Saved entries
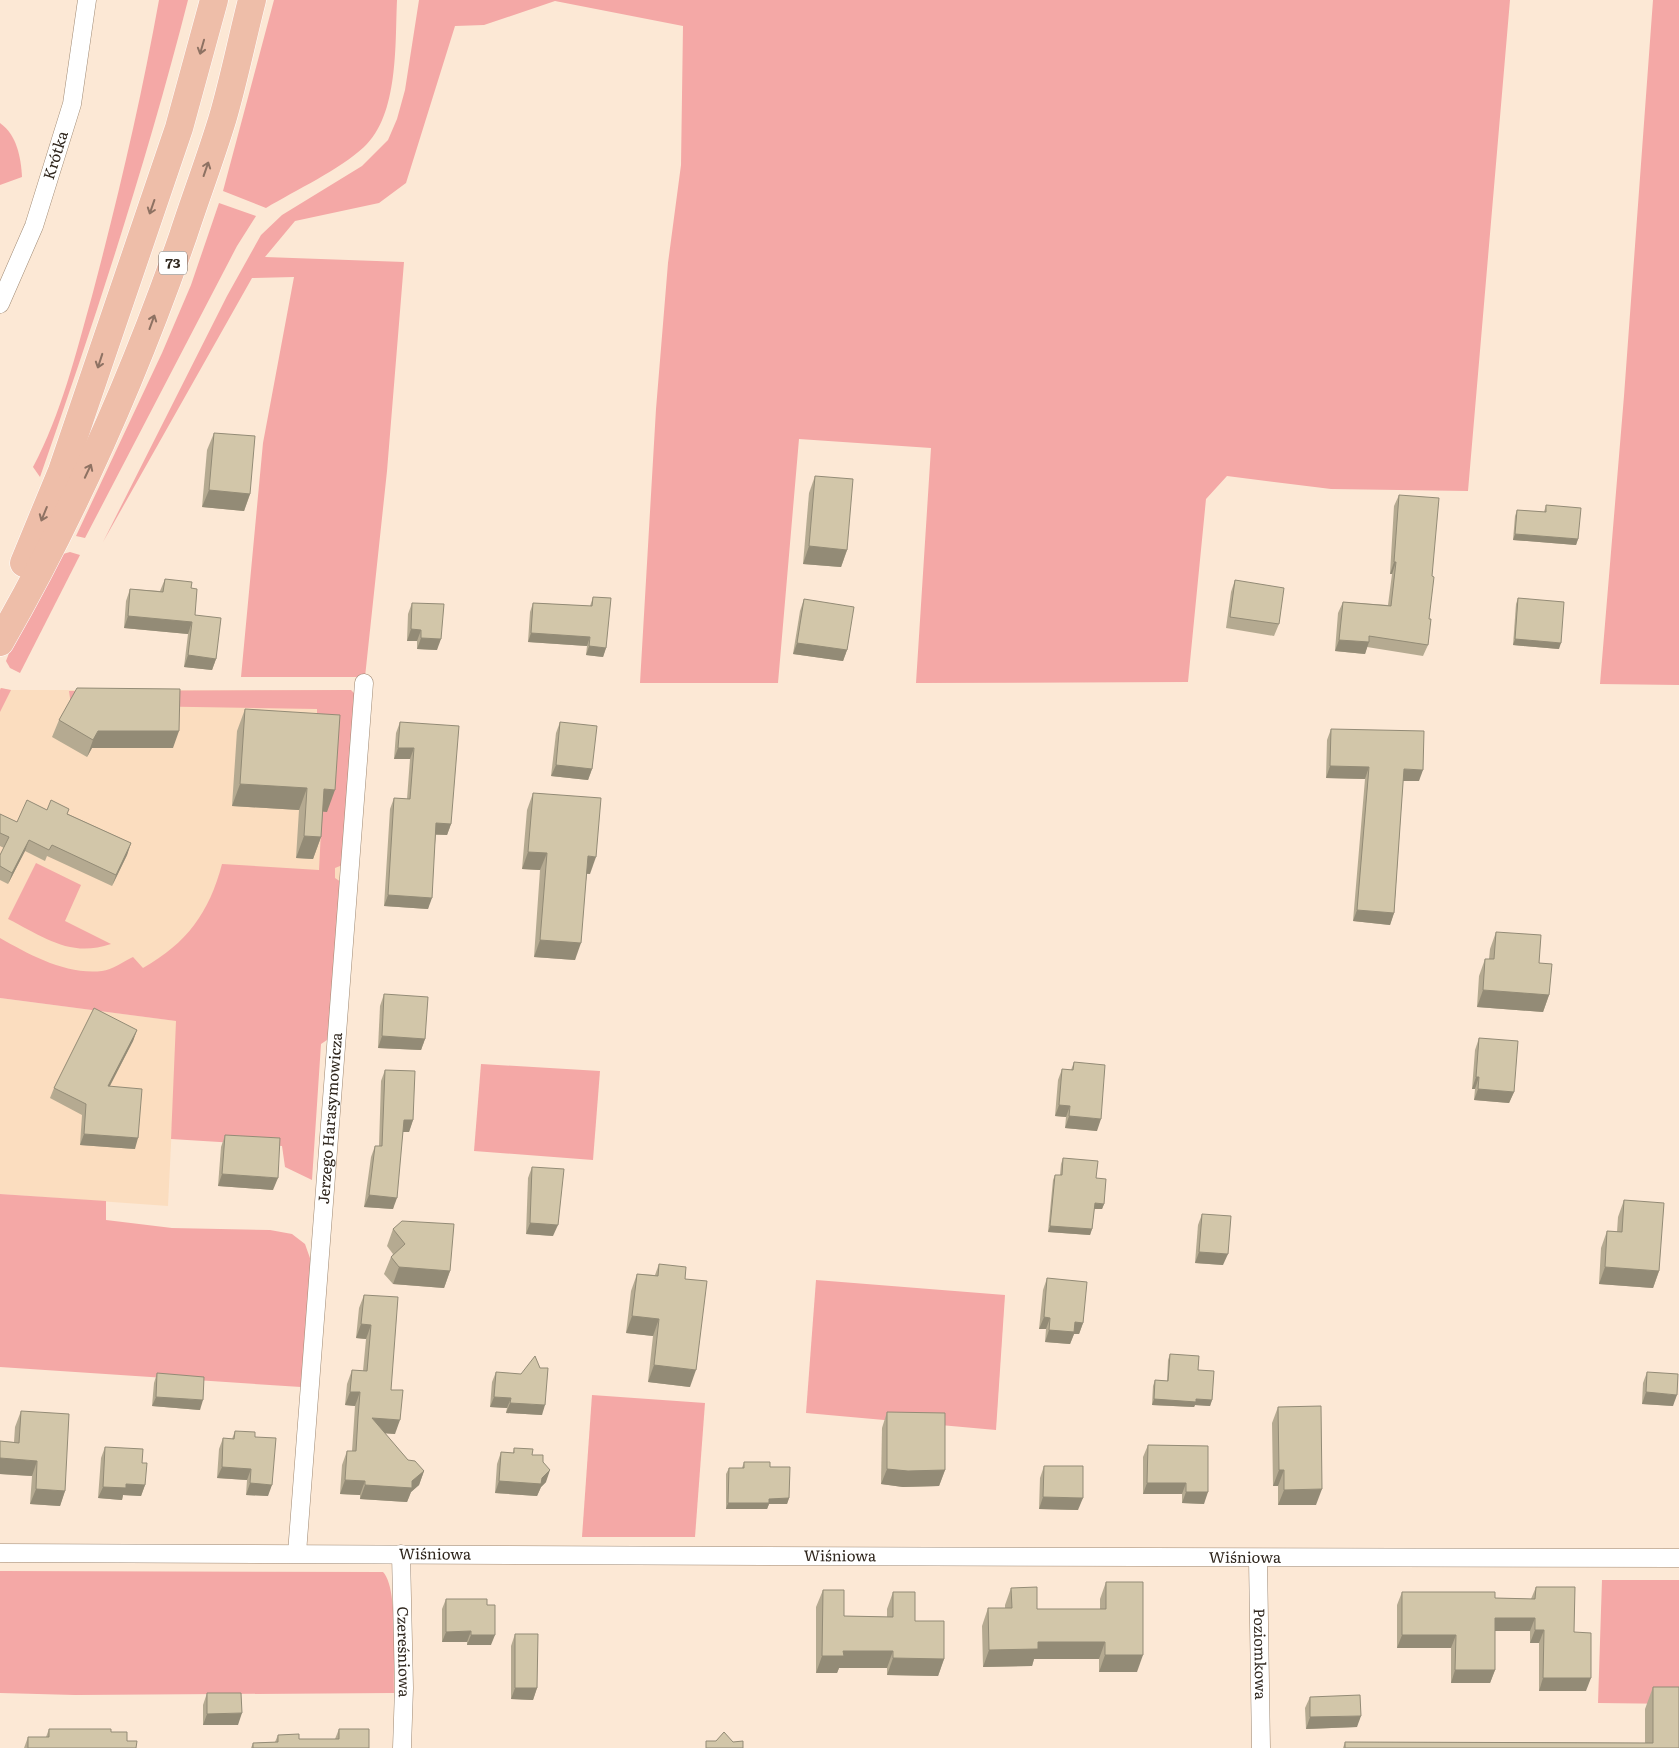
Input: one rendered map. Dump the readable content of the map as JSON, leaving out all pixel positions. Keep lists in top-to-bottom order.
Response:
{
  "streets": {
    "main road": ["73"],
    "street": [
      "Krótka",
      "Jerzego Harasymowicza",
      "Wiśniowa",
      "Czereśniowa",
      "Poziomkowa"
    ]
  },
  "crossings": [
    ["Jerzego Harasymowicza", "Wiśniowa"],
    ["Wiśniowa", "Czereśniowa"],
    ["Wiśniowa", "Poziomkowa"]
  ]
}
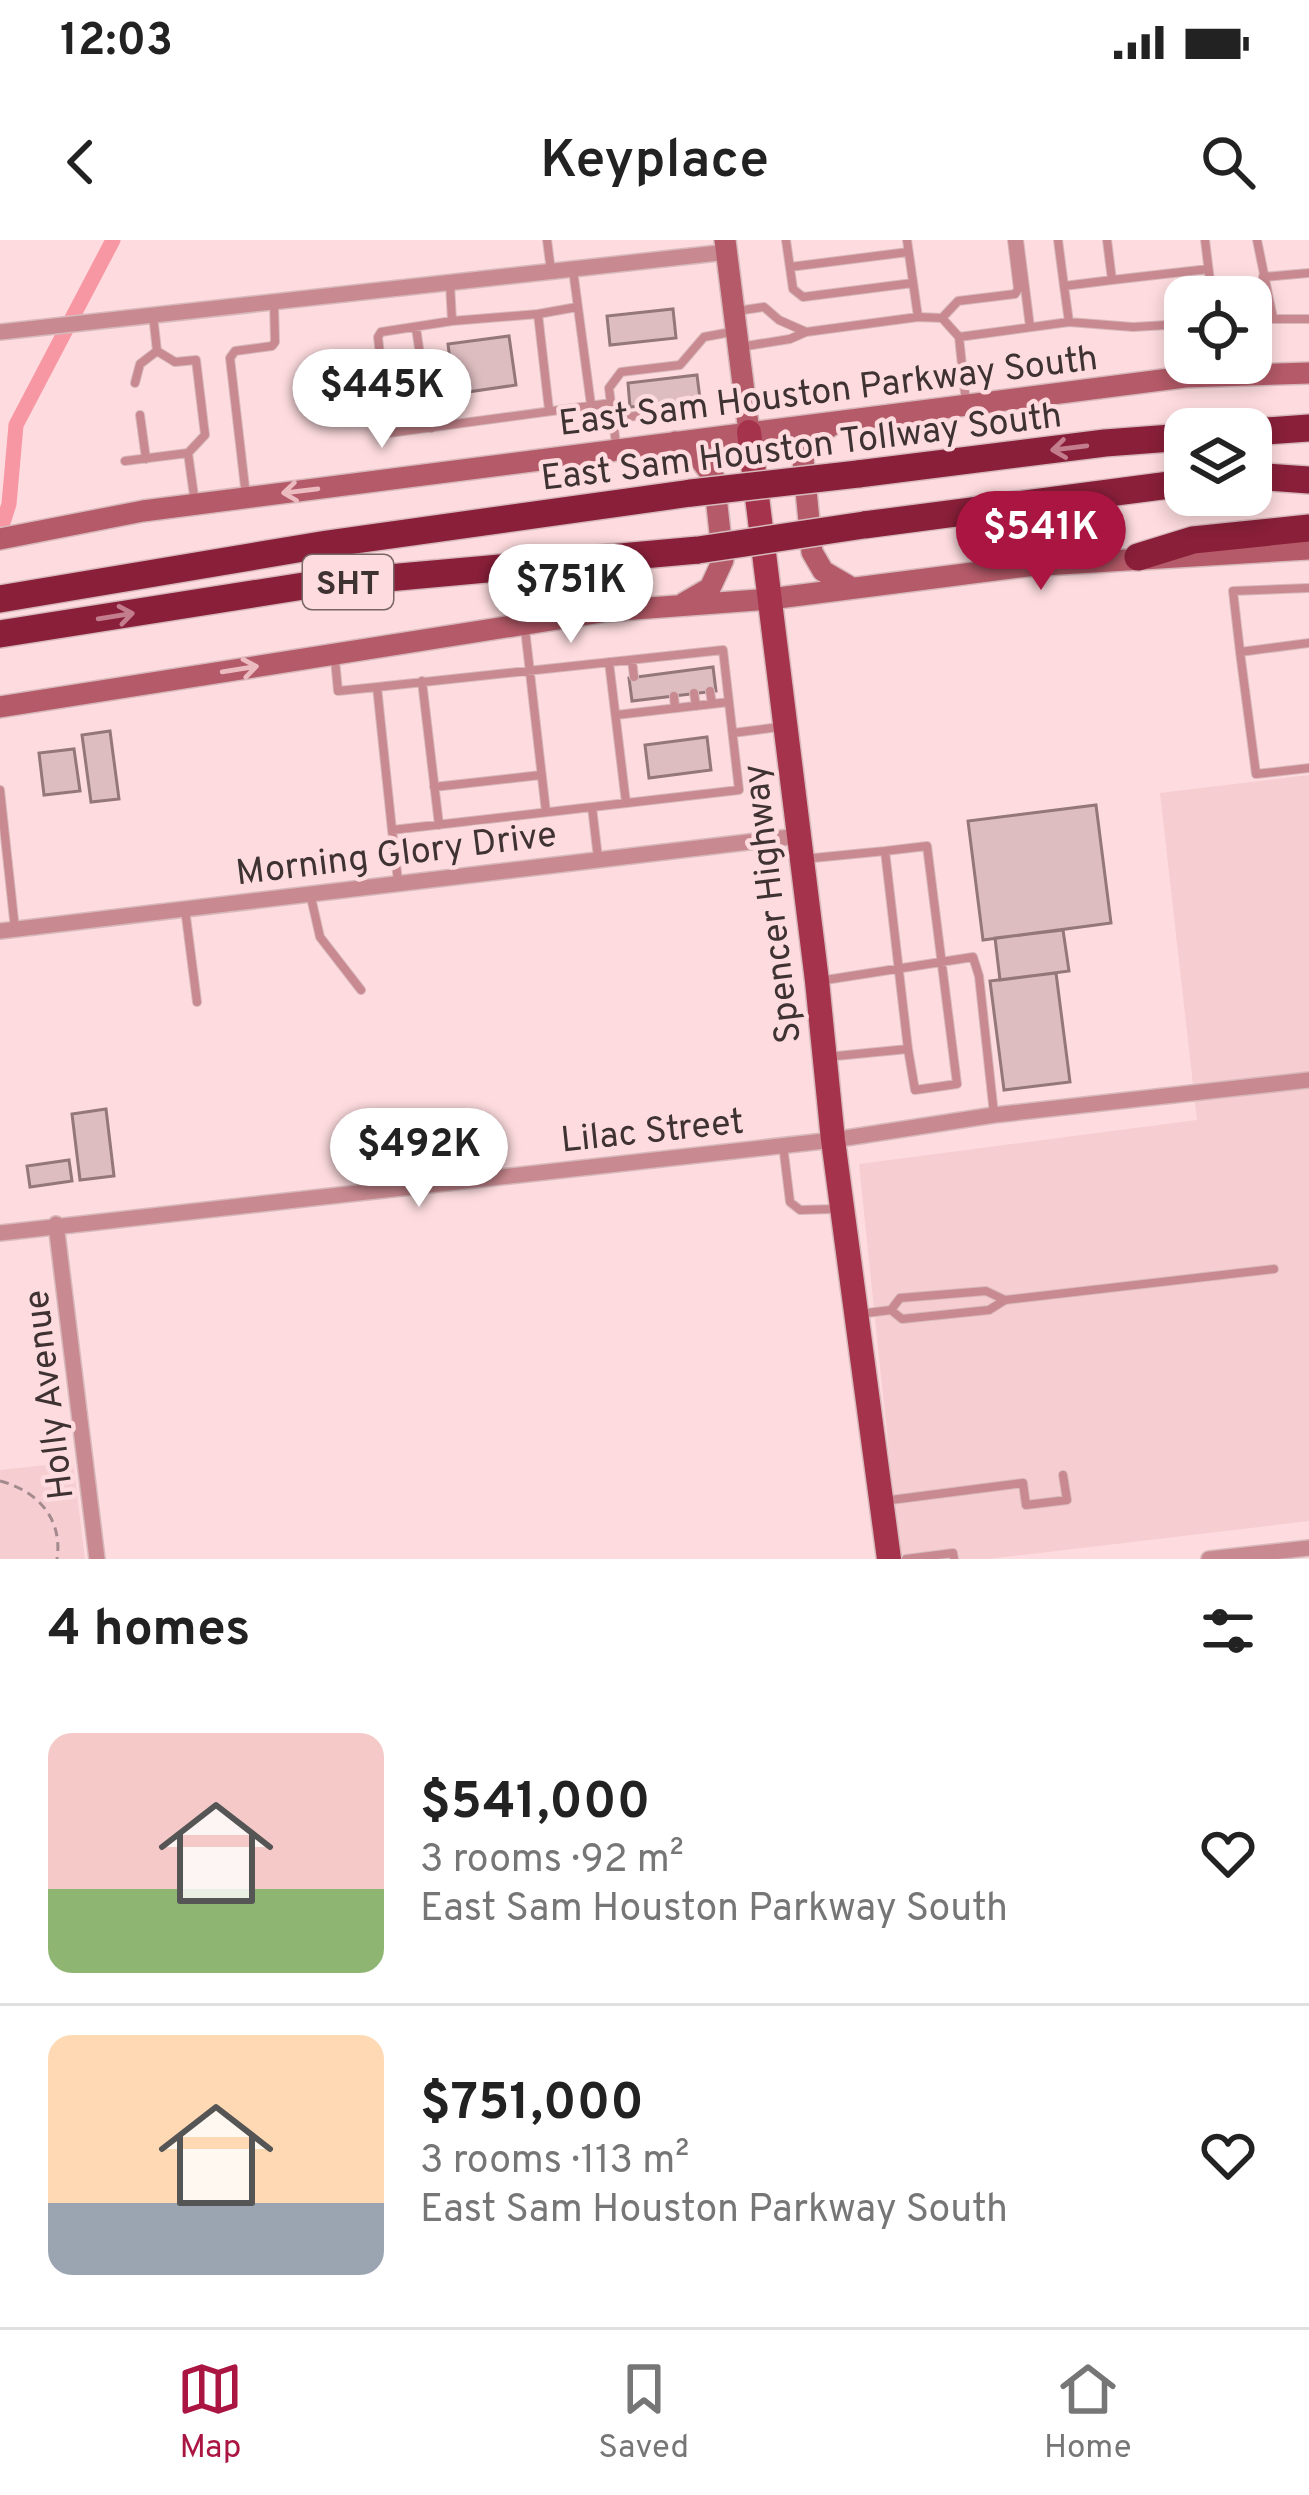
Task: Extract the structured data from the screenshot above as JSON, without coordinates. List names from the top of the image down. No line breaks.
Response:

YOUR ASSIGNMENT>
Search the entries for the word "JSON" and gather every line where it appears.

RESPONSE TO THE EXERCISE>
Input: one rendered map. Dump the readable content of the map as JSON, leaving out all pixel positions. Keep lists in top-to-bottom order.
Task: Extract the structured data from the screenshot above as JSON, without coordinates. List names from the top of the image down. No line breaks.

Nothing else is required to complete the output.